Background: Fibrobacter succinogenes 1,3-1,4-beta-D-glucanase (Fsbeta-glucanase) is the only naturally occurring circularly permuted beta-glucanase among bacterial glucanases with reverse protein domains. We characterized the functional and structural significance of residues 200-209 located in the domain B of Fsbeta-glucanase, corresponding to the major surface loop in the domain A region of Bacillus licheniformis glucanase.
Methods: Rational design approaches including site-directed mutagenesis, initial-rate kinetics, and structural modeling analysis were used in this study.

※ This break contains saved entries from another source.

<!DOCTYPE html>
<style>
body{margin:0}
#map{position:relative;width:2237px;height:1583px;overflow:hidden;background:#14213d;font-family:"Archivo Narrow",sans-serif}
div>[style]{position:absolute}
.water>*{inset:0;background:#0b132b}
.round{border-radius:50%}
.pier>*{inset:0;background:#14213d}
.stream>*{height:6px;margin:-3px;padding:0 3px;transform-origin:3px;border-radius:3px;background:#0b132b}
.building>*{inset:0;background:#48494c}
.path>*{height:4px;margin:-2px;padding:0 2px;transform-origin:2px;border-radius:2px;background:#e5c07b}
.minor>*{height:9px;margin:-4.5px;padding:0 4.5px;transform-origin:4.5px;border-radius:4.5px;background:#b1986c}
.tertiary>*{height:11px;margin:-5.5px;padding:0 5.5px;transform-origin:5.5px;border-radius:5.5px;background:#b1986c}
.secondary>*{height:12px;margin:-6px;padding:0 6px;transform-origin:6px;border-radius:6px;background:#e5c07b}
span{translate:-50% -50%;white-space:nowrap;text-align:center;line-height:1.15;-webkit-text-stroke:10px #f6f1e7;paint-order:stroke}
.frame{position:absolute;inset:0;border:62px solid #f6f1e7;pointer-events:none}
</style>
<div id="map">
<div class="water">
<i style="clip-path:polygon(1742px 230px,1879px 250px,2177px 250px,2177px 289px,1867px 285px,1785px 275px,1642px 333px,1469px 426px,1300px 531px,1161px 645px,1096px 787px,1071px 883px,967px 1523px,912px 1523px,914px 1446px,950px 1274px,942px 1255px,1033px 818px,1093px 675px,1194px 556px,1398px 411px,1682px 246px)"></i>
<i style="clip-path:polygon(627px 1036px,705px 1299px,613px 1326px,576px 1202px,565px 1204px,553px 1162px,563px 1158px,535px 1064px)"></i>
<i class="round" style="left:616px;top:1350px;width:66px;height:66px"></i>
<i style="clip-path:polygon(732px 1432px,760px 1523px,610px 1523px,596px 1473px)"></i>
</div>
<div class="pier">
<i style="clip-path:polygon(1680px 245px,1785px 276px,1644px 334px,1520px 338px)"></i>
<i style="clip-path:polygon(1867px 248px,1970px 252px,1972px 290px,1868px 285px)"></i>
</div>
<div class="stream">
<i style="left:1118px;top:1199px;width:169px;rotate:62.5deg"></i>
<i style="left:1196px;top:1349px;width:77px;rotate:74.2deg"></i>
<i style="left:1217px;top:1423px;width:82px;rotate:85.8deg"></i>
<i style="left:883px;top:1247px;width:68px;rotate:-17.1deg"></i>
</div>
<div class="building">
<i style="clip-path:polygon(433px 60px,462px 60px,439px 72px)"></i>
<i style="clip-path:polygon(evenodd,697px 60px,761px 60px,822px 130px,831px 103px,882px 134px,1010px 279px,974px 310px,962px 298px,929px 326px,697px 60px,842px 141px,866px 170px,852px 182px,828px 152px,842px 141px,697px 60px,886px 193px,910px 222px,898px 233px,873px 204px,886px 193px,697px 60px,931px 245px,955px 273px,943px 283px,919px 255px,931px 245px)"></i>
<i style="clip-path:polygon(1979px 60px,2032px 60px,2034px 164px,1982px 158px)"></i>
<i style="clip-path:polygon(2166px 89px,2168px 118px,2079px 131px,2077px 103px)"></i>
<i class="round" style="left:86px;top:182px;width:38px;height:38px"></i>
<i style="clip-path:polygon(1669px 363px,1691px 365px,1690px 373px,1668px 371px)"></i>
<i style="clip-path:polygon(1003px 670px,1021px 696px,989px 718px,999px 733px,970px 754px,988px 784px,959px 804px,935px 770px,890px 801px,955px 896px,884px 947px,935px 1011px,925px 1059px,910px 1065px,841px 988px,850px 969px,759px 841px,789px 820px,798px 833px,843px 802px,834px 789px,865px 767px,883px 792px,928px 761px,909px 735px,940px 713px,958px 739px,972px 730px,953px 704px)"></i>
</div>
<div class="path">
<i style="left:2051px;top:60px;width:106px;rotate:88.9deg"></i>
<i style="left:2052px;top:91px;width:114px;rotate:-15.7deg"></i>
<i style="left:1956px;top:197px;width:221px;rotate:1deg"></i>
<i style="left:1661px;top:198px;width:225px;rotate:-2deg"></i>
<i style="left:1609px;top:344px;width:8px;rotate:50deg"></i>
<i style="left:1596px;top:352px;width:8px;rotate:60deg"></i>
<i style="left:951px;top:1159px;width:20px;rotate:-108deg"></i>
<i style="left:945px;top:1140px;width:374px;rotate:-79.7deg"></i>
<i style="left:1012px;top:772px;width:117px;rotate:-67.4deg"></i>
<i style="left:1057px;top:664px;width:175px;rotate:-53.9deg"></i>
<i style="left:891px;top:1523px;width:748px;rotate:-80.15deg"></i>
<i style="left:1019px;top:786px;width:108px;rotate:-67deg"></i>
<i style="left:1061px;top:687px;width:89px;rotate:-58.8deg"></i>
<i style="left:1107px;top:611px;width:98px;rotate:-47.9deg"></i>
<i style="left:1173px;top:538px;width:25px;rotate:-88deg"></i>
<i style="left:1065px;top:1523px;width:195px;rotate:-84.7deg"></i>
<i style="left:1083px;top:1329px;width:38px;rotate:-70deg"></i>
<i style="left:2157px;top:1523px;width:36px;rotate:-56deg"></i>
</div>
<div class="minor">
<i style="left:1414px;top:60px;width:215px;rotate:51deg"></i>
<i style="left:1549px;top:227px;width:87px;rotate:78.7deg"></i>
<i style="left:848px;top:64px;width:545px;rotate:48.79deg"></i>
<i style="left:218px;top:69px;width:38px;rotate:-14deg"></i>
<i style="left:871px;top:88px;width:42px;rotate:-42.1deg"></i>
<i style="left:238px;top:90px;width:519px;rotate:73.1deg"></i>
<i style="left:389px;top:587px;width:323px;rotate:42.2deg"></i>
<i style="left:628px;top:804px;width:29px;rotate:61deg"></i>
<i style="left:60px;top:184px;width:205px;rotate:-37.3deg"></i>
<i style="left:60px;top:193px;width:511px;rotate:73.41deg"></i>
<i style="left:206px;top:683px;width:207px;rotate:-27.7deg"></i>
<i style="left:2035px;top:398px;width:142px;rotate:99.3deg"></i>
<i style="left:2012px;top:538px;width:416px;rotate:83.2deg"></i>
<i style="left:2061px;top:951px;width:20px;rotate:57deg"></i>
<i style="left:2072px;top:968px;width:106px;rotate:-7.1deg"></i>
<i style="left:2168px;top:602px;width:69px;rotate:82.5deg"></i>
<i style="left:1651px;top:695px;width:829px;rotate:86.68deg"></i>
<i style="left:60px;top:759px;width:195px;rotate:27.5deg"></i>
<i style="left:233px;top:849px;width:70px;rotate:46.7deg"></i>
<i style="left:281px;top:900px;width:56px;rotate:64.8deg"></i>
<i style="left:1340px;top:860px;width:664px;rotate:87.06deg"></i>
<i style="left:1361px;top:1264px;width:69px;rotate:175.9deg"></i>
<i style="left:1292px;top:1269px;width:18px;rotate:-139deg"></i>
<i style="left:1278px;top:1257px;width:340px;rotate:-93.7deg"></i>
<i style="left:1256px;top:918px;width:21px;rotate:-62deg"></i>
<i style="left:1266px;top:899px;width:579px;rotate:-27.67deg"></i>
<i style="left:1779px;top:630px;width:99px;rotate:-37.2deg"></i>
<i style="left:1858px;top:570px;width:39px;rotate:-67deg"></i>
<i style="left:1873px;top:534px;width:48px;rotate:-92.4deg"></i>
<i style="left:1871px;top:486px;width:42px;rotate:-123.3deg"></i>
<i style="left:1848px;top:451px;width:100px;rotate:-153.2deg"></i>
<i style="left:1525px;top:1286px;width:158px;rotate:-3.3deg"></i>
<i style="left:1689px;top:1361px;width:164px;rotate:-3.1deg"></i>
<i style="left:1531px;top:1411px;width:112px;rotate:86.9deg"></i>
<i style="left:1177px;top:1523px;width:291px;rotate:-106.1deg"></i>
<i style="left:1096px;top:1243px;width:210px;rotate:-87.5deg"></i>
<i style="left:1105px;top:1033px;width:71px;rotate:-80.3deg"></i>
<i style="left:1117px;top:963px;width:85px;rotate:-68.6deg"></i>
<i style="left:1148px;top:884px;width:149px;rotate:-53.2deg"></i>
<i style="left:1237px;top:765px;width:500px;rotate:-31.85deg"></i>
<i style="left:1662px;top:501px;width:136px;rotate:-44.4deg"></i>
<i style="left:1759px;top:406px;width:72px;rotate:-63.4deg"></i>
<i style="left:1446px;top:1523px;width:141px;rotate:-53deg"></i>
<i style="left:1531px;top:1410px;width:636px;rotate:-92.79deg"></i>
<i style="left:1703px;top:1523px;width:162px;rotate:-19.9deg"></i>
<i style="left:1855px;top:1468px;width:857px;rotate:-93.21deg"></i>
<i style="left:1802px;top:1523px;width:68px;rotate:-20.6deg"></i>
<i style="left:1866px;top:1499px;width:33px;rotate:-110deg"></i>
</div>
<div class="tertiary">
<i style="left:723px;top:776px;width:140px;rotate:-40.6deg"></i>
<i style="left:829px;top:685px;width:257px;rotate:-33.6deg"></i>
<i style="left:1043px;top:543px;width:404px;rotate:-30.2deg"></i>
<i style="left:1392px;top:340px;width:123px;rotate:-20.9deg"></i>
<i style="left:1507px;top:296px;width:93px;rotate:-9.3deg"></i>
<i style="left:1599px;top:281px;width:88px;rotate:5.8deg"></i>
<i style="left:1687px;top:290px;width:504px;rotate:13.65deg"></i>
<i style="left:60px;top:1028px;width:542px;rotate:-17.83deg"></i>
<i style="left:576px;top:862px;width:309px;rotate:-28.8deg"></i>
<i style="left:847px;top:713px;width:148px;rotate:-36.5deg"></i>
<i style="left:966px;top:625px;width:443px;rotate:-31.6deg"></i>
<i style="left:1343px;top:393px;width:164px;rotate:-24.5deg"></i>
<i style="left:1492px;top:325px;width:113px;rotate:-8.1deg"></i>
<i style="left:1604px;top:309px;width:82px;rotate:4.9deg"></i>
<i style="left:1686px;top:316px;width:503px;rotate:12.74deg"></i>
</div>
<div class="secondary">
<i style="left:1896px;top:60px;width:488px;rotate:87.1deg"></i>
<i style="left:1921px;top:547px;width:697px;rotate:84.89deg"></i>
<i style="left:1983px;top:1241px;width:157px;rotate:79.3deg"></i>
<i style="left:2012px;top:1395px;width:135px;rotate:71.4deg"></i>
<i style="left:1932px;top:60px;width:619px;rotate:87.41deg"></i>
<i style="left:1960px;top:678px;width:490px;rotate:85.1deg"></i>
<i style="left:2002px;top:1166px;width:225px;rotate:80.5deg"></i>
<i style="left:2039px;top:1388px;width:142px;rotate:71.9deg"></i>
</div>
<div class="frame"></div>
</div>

Results: Our kinetic data showed that D202N and D206N exhibited a 1.8- and 1.5-fold increase but G207N, G207-, F205L, N208G and T204F showed a 7.0- to 2.2-fold decrease, in catalytic efficiency (k(cat)/K(M)) compared to the wild-type enzyme. The comparative energy DeltaDeltaG(b) value in individual mutant enzymes was well correlated to their catalytic efficiency. D206R mutant enzyme exhibited the highest relative activity at 50 degrees C over 10 min, whereas K200F was the most heat-sensitive enzyme.
Conclusions: This study demonstrates that Phe205, Gly207, and Asn208 in the Type II turn of the connecting loop may play a role in the catalytic function of Fsbeta-glucanase.
General significance: Residues 200-209 in Fsbeta-glucanase resided at the similar structural topology to that of Bacillus enzyme were found to play some similar catalytic function in glucanase.